そこからの演目は、各々自分の能力とは関係のない芸を見せていった。

それでも、ナイフ投げに、南蛮カルタ、紐や水晶玉を使っての曲芸と数々の演目を続けて見せ、最後に八咫の挨拶で無事に仕事を終えた。終わったところで、声がかかって、酒の相手をするのは何時ものこと。この日も、声が掛かった。

「座長には、別に席を用意しておりますので、こちらの方に・・・」

丁寧な誘い文句に、にっこり笑って、付いて行く。廊下に出ると商家には、不似合いな男達に囲まれながら奥まった地下の部屋に案内された。

その部屋の気は、重苦しく澱んでいた。広い座敷の上座の位置に敷かれた布団は、わずかに膨らんでいたが、そこからはなんの気配も無かった。渡海屋の女将のお順と主の平蔵が、その布団の側に控えていた。八咫が案内のままに腰を下ろすと、お順が布団のそばに進み出ると軽く布団に手をやる。現れたのは、もはや人とも思えぬほどに痩せた男が横たわっていた。そしてその男の顎の辺りには、眼玉がうつしたと同じ大きな黒子があった。お順は、干からびた男の口元に耳をよせると八咫の方を見てこう言った。

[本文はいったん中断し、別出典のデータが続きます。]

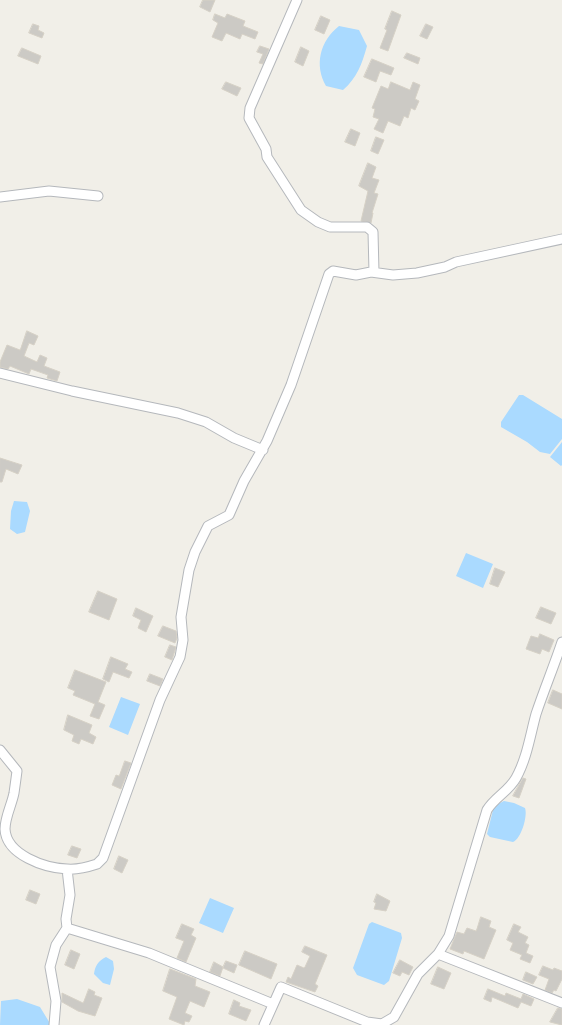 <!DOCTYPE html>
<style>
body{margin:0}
canvas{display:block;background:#f1efe8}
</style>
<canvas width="562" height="1025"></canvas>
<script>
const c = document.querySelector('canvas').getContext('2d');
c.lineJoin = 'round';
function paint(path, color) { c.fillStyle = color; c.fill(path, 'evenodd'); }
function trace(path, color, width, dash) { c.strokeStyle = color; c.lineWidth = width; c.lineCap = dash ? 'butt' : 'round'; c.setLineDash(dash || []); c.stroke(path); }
const water = new Path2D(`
 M339,26L359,30L367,46C362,64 357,78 343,90L326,86C314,65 320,41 339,26Z
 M519,395H523L562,419V439L550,454L540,452L527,442L501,427V422Z
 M562,442V465L561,466L550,457Z
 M14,501L27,502L30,511L25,532L17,534L10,529L11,511Z
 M466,553L493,564L483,588L456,576Z
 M121,697L140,704L128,735L109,727Z
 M504,801L514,803L525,808C528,816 521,839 513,842L490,837L487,834L494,806Z
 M210,898L234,908L223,933L199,923Z
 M372,922L401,933L402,938L389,981L384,985L357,975L353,968L369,924Z
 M106,957L113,961L114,969L110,985L103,983L94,974C95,966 98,961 106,957Z
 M17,999L40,1007L51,1025H0L1,1001Z`);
const building = new Path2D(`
 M203,0H215L210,12L200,7Z
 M392,11L401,15L388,51L380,48L387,30L385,29Z
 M215,14L225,18L227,14L245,21L243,26L258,32L255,39L242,34L240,39L226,33L222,41L212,37L218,23L213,20Z
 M321,16L330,20L324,34L315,30Z
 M33,24L39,26L38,30L44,33L42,38L29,33Z
 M426,24L433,27L427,39L420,36Z
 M260,46L269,49L263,64L259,63L263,54L257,52Z
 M301,47L309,51L303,66L295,62Z
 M22,48L41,56L38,64L18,56Z
 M407,53L420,58L418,64L404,58Z
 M372,59L394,68L391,75L380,71L376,82L364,77Z
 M226,82L241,88L237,96L222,89Z
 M391,82L410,90L413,82L420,85L415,99L419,101L415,110L411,108L408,118L404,116L400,126L388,121L383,133L374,129L379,119L373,117L375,109L372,108L381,86L388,89Z
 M351,129L360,133L355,146L345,142Z
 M376,137L384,140L378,154L371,151Z
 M368,163L376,167L372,178L379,180L374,193L378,194L372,213H373L371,223L361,221L368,191L359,186Z
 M27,331L38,336L34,345L29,343L24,356L37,362L40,355L47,358L44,366L60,372L57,381L47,378L48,375L31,369L29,374L10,366L8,369L0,367V362L7,345L20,350Z
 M0,458L22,465L18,474L6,469L2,482H0Z
 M495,568L505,572L498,587L490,584Z
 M98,591L117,599L109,620L89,612Z
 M541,607L556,613L551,624L536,618Z
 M136,608L153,616L146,632L138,628L141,620L133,616Z
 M163,626L176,631L177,638L175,643L158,636Z
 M540,634L554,640L549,652L542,649L540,654L526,649L531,636L538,638Z
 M170,645L176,647L172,660L165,657Z
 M111,657L128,664L125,669L132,672L129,678L113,672L109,682L103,679Z
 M75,670L106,682L98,702L105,705L99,719L90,716L95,704L73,695L75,691L68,688Z
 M150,674L163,679L160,686L147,681Z
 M553,690L562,694V709L548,703Z
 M68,715L92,725L89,733L96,737L93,744L81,739L79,744L72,741L74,735L64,730Z
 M125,761L131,763L121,789L112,785L116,775L119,776Z
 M523,778L526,779L519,798L513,796Z
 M72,846L81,849L77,858L68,855Z
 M119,856L128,860L122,873L114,869Z
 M30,890L40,894L36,904L26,900Z
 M377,894L390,901L386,911L374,909L376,903L374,902Z
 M481,917L491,921L489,927L496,930L484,959L464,951L463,954L450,949L457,932L464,934L467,928L476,931Z
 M182,924L194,929L191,935L196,938L186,962L177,958L184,941L176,938Z
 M514,924L521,927L518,932L528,937L525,943L529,945L526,953L533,956L530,963L520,959L522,955L510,950L513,943L507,940Z
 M305,946L327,955L315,984L318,986L315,992L286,982L288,977L291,979L297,965L304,968L305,967L310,956L302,952Z
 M71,950L80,954L74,969L65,965Z
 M245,951L277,964L271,979L239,965Z
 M400,960L413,967L409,975L402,972L400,976L393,973Z
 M226,961L237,965L234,973L223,968Z
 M214,962L223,967L220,976L210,972Z
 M543,966L553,970L554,968L562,971V979L556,991L554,990L552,993L545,990L549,979L539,975Z
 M438,967L451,973L444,989L431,984Z
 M170,969L196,979L195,986L210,992L204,1007L190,1001L185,1013L192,1016L189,1022L185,1021L184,1025L169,1019L177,997L163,991Z
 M526,972L537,977L533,984L523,980Z
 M89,989L95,992L94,995L102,998L95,1016L78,1011L62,1002V993L83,1003Z
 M488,989L505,996L506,993L521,999L523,994L534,999L531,1006L521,1002L518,1008L492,997L491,1002L484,999Z
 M234,1000L240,1003L239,1006L251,1010L246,1021L229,1014Z
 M558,1008L562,1009V1025L550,1022Z`);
const minor = new Path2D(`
 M297,0L250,108L249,118L266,149L267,157L301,210L318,222L330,227H367L373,232L374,272
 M0,197L49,191L98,196
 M0,373L72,391L178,413L206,422L234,438L263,450
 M0,750L17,771C16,779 15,786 14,793C12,804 5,817 5,829C6,855 45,868 67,869C77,870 88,867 97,864L103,858L160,700L180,657L183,640L181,617L189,570L195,552L208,526L229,515L244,481L267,441L291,385L329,274L333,271L356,275L371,272L393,275L417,273L445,267L456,262L562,239
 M67,869L70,895L66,919L67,928L149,953L273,1004
 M438,954L562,1003
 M54,1025L56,1001L50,967L56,945L67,928
 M264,1025L281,987L367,1022L382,1024L394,1017L418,974L438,954L449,936L487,810C495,797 508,792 516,778C527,758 530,736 536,714C544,690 554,666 562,642`);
paint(water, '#aadaff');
paint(building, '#cccac5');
trace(building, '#d6d1c6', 1);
trace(minor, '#b5b8bc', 11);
trace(minor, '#fff', 9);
</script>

「お前が、八咫か。やっとじゃ。どうにか間にあった・・・だせ。ここに八咫鏡をはやうだせと父様が言うている」

「鏡をどうする」

八咫が聞くと、お順はまた男に顔を近づける。そして、八咫に向けて

「そんな事を・・・決まっている。貴様らだけが特別など許さん」

「・・・特別なぁ。まぁええわ、これを持ってどうなるか。見たらええ」

八咫は、懐から薄汚れた布袋を取り出した。

「こんなもん、いくらでもくれてやる。それより、この話どこで聞いた」

「そんな事か。もはや鏡はこちらの物、まあええやろ。父様から何度も聞いたこの話、お前にも聞かせてやろう。聞いてせいぜい驚いたらええ」

渡海屋の女房がゆるゆる話し始めた・・・全ては、父である渡海屋清蔵から聞いた話し。